Allegheny County is nestled in the foothills of the Appalachian mountains and is absolutely gorgeous. Our city's skyline is stunning.

The people of Western Pennsylvania, I'm guessing not unlike the people of West Belfast, are proud, family oriented working class folks who have stayed here to rear our children and still have dinner at our mums' houses every Sunday afternoon.

You may want to come visit here properly and find out about us.

As a child in the eighties, I idolized you but right now I feel like telling you what you can do with our plastic knives, forks and spoons. I mean, how would you like it if I traveled to your neck of the woods and the only comment I made about it in a public blog is how poor the coffee is in Belfas?

Linda Coleman said...

The breakast you had is what we, in the States, call "a continental breakfast." As a child, I first heard that expression on a family vacation, that our room came with a continental breakfast, and I got all excited about it, imagining a continent-sized buffet table of breakfast food as far as the eye could see. My mother set me straight, that "continental" means you're not getting very much.

Election night was a drag, nationally, but in Dallas County we did very well. I got an earache standing in the rain supporting my candidates, and it was well worth the effort. On the nearly solid-red state of Texas map, we're a blue oasis.

Best of luck in the Donegal by-election.

Darrin said...

Dear Gerry, I am doing some lobbying on the Basque process here in the USA and would like some pointers or help.
PS We met in Bilbao/Gernika/Madrid during a trip you made for HB back in 1994.
besarkada bat,
Darrin Wood
dwoodmex@gmail.com
45 15th St NW
Massillon, Ohio 44647
USA

PH: 330-268-7868

Chris said...

Béir bua, a chara

Chris said...

Béir bua, a chara

Micheal said...

Nineteen years. Now that is a good stretch. So is thirteen.

Our people will be as free and united as they choose to be. You can lead a horse to water but you can't make him drink. Thanks for leading the horse to the water. He'll drink at some stage. That's the funny thing about democracy. People making bad choices more often than good ones. In my humble opinion.

They don't even pick the leaves up in Dublin, or clean the pavements of snow and ice in winter, yet they have a half a million people on the dole. What a country. There's a lot to be said for the British system you know. And I hope SF can bring some of it to bear island wide.

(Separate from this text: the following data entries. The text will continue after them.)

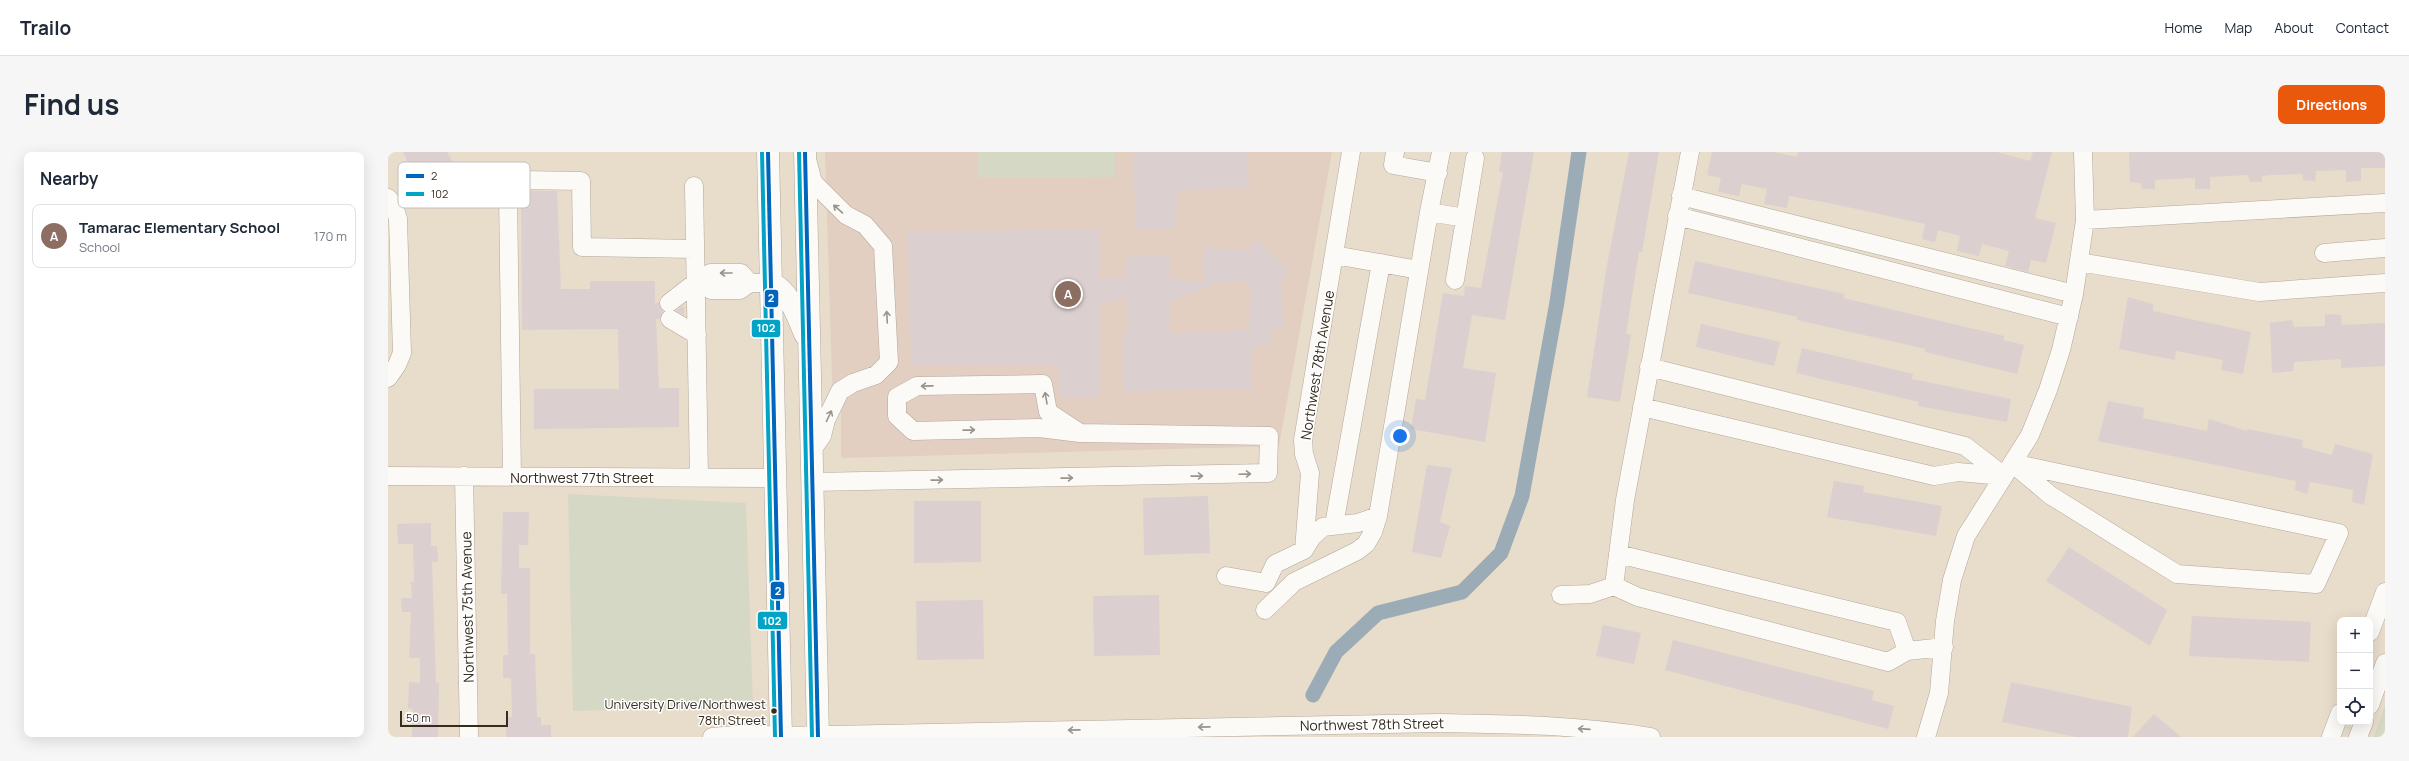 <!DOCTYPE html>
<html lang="en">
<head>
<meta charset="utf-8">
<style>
	:root { --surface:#fff; --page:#f6f6f7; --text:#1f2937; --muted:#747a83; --line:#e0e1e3; --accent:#ea580c }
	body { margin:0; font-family:Manrope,sans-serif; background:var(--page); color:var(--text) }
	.controls { position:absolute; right:12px; bottom:12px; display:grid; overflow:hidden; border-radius:8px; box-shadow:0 4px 16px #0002 }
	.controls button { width:36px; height:36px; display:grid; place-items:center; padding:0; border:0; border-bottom:1px solid var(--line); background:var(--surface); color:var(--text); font:20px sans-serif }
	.scale { position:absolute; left:12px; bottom:10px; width:108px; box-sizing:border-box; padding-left:4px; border:2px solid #352c1f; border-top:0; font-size:11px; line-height:14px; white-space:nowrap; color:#352c1f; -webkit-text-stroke:3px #fff; paint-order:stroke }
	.you { position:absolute; left:1012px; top:284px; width:14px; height:14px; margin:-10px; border:3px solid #fff; border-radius:50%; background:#1a73e8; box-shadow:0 0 0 6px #1a73e833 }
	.badge { display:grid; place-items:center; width:26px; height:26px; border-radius:50%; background:var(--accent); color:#fff; font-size:13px; font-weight:700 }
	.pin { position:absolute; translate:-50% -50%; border:2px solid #fff; box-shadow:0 1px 4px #0006 }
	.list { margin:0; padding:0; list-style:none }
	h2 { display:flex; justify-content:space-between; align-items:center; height:52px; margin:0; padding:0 16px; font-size:17px }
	h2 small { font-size:13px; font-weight:400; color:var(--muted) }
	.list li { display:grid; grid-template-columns:26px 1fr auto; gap:12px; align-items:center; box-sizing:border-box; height:64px; margin:0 8px 8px; padding:0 8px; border:1px solid var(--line); border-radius:8px }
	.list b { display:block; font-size:15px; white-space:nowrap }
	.list p { margin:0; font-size:13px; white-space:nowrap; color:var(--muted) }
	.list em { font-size:13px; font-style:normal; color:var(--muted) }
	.icon { flex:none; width:22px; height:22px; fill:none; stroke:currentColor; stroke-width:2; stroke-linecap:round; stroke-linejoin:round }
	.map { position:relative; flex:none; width:1997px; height:585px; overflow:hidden; border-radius:8px }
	header { display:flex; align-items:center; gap:24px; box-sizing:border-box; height:56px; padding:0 20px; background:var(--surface); border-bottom:1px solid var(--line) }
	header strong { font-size:19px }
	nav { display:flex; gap:22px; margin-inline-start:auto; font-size:14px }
	.intro { display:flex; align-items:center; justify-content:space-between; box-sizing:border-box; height:96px; padding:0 24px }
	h1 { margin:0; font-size:28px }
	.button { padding:10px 18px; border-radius:8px; background:var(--accent); color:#fff; font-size:14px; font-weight:700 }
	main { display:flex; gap:24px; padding:0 24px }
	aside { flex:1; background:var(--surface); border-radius:8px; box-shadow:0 4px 16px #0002 }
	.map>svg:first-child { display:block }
	.education { fill:#e2cfc2 }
	.green { fill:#d4d8c5 }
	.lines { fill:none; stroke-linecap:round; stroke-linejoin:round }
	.canal { stroke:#9cacb7; stroke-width:15 }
	.building { fill:#dbd0cf; fill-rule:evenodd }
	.minor-casing { stroke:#b2a89b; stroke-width:19 }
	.major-casing { stroke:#b2a89b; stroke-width:23 }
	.minor { stroke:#fcfaf7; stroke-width:18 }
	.major { stroke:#fcfaf7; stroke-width:22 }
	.bus-1-casing { stroke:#fff; stroke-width:7 }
	.bus-2-casing { stroke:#fff; stroke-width:7 }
	.bus-1 { stroke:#0065bd; stroke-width:4 }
	.bus-2 { stroke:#03a3c5; stroke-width:4 }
	.oneway { stroke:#98938b }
	.bus-dot { fill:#352c1f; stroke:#fff; stroke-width:1.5 }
	.labels { text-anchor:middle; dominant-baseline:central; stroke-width:3; stroke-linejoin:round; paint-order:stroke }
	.bus-label { font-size:13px; fill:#352c1f; stroke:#fff; text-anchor:end }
	.street-label { font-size:14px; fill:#352c1f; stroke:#fff }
	.key { fill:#fff; stroke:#c2c0bc; stroke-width:1 }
	.key-label { font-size:11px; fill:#352c1f }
	.line-badge { stroke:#fff; stroke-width:1.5 }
	.badge-label { font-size:11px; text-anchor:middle; font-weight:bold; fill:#fff }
</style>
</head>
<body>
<header>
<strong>Trailo</strong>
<nav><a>Home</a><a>Map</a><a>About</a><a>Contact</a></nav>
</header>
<div class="intro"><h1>Find us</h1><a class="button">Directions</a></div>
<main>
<aside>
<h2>Nearby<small></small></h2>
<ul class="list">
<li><span class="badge" style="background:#8d6e63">A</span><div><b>Tamarac Elementary School</b><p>School</p></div><em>170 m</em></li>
</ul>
</aside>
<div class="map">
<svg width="1997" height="585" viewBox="0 0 1997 585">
	<rect width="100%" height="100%" fill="#e8dccb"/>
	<path class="education" d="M437 0H590L591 26 727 25V0H944L891 294 453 306V260L445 258Z"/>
	<path class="green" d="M590 0H727V25L591 26Z
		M180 342 358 351 365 554 185 559Z
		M1997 554V585H1986Z"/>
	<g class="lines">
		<path class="canal" d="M925 543 948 500 990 461 1074 440 1113 401 1134 344 1169 150 1191 0"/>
	</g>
	<path class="building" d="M15 0H59L78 34 45 51 32 27 28 29Z
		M745 0H859L861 35 789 39 788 76 748 78Z
		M1114 0H1146L1117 168 1084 163 1075 216 1108 221 1097 290 1023 277 1028 247 1037 248 1055 141 1076 144 1077 134 1093 136 1115 20H1111Z
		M1241 0H1271L1254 100H1251L1238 182 1243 183 1232 250 1199 245 1219 113Z
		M1324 0H1385L1409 5 1410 0H1609L1642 9 1645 0H1664L1647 66 1668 71 1658 111 1643 108 1640 120 1617 114 1621 99 1594 92 1591 104 1569 99 1572 84 1550 78 1547 90 1534 87 1537 72 1441 51 1401 44 1399 56 1376 52 1379 37 1354 32 1351 44 1330 40 1333 26 1319 23Z
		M1741 0H1997V16H1973V29L1958 30V18L1928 19 1927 29 1915 28V22L1884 23 1874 24V30H1862L1860 23 1822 25V37H1807V26L1767 28V37H1754L1753 31 1742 30Z
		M137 39H169L173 137H202V129H267V151H271L275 159 272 167H268L271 236H291V275L146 277V237H231L230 177 134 178 133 43Z
		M711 77 712 128 738 124V105L781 103V126L815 131V96L860 98 870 88 902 120 893 130 895 176 883 177 884 193H869L864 203V237L735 239V180H741L738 146 712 152V245H673L671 213 523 214 520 80ZM854 129 863 138 861 178 782 181 781 149 825 133 820 132Z
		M1307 109 1456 142 1455 146 1616 184 1615 188 1636 193 1629 222 1537 200 1538 197 1409 168 1410 165 1300 141Z
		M1740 145 1765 152V159L1863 180 1855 222 1833 218 1835 208 1788 199 1787 208 1731 197Z
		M296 153V163L288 159Z
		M1937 162 1953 163 1954 173 1997 171V214L1953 216V207L1906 210 1905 219 1884 221 1882 171 1904 168 1906 175 1937 174Z
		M1313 172 1392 190 1386 214 1308 195Z
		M1414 196 1525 222 1524 227 1623 247 1619 270 1530 254 1531 250 1408 221Z
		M1720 249 1756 256 1755 266 1819 279 1821 267 1859 279V277L1915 288 1914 295 1944 303 1947 292 1985 302 1976 353 1964 350 1965 338 1922 330 1919 342 1907 338 1908 329 1710 289Z
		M1039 313 1064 316 1052 370 1062 374 1053 406 1024 400Z
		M1446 329 1476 334 1475 340 1554 354 1548 384 1439 365Z
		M820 344 822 401 756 403 755 346Z
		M526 349H593V410L526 411Z
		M115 360H141L140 393H131V416H142V502H147L149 565H153V573H163V585H118V565H124L123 526H115V503H120L119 442H113Z
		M43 371V394H49L50 410H44L48 531H51L50 585H24L25 557 20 556 21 530 32 531V506H21L23 460H14L13 446H24L23 430H26L25 392H10L9 372Z
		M1681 395 1779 458 1762 494 1658 429Z
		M771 443 772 503 706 504 705 444Z
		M595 448 596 507 529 508 528 449Z
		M1804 464 1923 470 1921 510 1801 504Z
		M1215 473 1253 481 1246 512 1208 504Z
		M1285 488 1486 539 1484 548 1506 554 1500 577 1277 518Z
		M1623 530 1744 555 1740 585H1688L1614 570Z
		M1766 562 1793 585H1745Z"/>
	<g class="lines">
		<g class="minor-casing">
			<path id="minor" d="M1007 0 1005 13 1050 21
				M420 11 425 30 458 63 477 73 495 94 501 210 488 223 465 231 452 239 438 268 434 284 424 298
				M306 34 311 325
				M1293 44 1686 142
				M0 46 6 54 10 67 14 201 9 213 0 226
				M1041 60 1077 66
				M1289 64 1681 165
				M1697 68 1997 51
				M1936 101 1997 96
				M946 103 1031 118
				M1691 110 1871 140 1997 131
				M1067 128 1087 6
				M313 130 322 121H353L362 131
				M281 151 308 130H313L323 138H352L362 131H383
				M282 167 309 183
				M1261 215 1577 294 1616 324
				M1254 255 1546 324 1570 320 1616 324
				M1624 311 1951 381 1928 432 1789 422 1662 343Z
				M0 324 387 326
				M76 324 81 585
				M124 325 120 42 132 28 193 29 194 95 307 97
				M424 330 880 321 881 284 692 281 651 276 525 279 509 264V245L529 234 655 232 660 260 692 281
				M946 373 993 111
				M916 398 924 385 935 375 970 371 990 364
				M1230 402 1509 470 1519 499
				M838 424 878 431 887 412 916 398 922 321 916 302 915 288 963 0
				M1226 434 1250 445 1500 510 1519 499 1556 495
				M1173 443 1202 442 1226 434 1237 348 1302 0
				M877 458 906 430 969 399 978 392 985 380 990 364 1041 60 1053 0
				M1982 480 1997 440
				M1982 553 1997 511
				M324 585 359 582 393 584 1051 571C1122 572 1193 573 1263 585
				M1538 585 1551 541 1557 469 1564 428 1578 384 1642 283 1660 238 1673 198 1686 142 1697 68 1695 0
				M1943 585 1952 561
				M1970 585 1976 570"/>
		</g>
		<g class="major-casing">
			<path id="major" d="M380 0 393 585
				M417 0 430 585
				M383 131C402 140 409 163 417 182"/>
		</g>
		<use href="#minor" class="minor"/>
		<use href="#major" class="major"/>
		<g class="bus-1-casing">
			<path id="bus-1" d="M380 0 393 585
				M417 0 430 585"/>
		</g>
		<g class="bus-2-casing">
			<path id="bus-2" d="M374 0 387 585
				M411 0 424 585"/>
		</g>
		<use href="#bus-1" class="bus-1"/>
		<use href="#bus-2" class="bus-2"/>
	</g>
	<defs><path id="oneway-shaft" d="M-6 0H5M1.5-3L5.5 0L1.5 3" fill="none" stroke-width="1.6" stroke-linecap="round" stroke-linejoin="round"/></defs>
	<g class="oneway">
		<use href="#oneway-shaft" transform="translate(450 57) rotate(-139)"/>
		<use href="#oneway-shaft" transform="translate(338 121) rotate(180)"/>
		<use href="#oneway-shaft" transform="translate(499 165) rotate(-93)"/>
		<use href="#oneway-shaft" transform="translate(539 234) rotate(179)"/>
		<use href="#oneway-shaft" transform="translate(658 246) rotate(-100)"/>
		<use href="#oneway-shaft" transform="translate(441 264) rotate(-65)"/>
		<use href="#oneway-shaft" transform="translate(581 278) rotate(-1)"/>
		<use href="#oneway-shaft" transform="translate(857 322) rotate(-2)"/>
		<use href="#oneway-shaft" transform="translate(809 324) rotate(-1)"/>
		<use href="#oneway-shaft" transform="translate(679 326) rotate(-1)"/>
		<use href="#oneway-shaft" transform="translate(549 328) rotate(-1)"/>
		<use href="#oneway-shaft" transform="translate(816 575) rotate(179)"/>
		<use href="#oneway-shaft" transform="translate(1196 577) rotate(-176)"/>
		<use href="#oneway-shaft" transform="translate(686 578) rotate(179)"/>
	</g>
	<circle class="bus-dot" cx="386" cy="559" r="3.5"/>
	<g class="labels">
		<g class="bus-label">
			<text x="378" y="552">University Drive/Northwest<tspan x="378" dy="16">78th Street</tspan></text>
		</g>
		<g class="street-label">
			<text transform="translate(929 213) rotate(-81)">Northwest 78th Avenue</text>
			<text x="194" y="325">Northwest 77th Street</text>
			<text transform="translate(79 455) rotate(-91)">Northwest 75th Avenue</text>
			<text transform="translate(984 572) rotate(-1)">Northwest 78th Street</text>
		</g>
	</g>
	<rect x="10" y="10" width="132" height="46" rx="6" class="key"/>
	<rect x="18" y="22" width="18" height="4" fill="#0065bd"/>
	<rect x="18" y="40" width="18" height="4" fill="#03a3c5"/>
	<g class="key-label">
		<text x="43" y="28">2</text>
		<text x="43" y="46">102</text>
	</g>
	<g class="line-badge">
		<rect x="376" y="137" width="15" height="19" rx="4" fill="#0065bd"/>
		<rect x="363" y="167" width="30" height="19" rx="4" fill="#03a3c5"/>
		<rect x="382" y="429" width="15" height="19" rx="4" fill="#0065bd"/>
		<rect x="369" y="459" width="31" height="19" rx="4" fill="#03a3c5"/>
	</g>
	<g class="badge-label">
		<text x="383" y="150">2</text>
		<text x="378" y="180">102</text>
		<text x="390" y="443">2</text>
		<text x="384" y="473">102</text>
	</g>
</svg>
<div class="controls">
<button>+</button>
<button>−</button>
<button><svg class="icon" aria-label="locate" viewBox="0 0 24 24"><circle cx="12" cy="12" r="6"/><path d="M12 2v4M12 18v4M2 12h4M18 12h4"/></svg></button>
</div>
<div class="scale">50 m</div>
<div class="you"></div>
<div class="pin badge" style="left:680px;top:142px;background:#8d6e63">A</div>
</div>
</main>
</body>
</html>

In Dublin they say that the current Dail numbers are great news for the constituencies of certain independents. Who said pork-barrell politics is dead.

Good luck to Doherty in Donegal. I wish I had his smarts at 33.

Linda Coleman said...

Now, Maria, while I totally agree that Gerry needs to work on his spelling, you have to take the story about the breakfast in context. Surely you know that Gerry likes to put the most humorous slant on every event; there's no offense intended in writing about the plastic forks, it's a self-deprecating comment for the folks back home. Who among us, who've read Gerry's essays, will ever think of the Waldorf Astoria without remembering his experience with the mini bar?

I, for one, appreciated reading that our Gerry--a world leader in the political realm--stayed at the exact same type of hotel that I stayed in while serving as a delegate to my state's Democratic Party convention. I eschewed the convention hotel for an affordable place with a free continental breakfast included--and I'm a huge fan of the waffle machine.

Good on ya, Gerry, for keeping it real and staying at the same hotels that the rest of us activists stay at!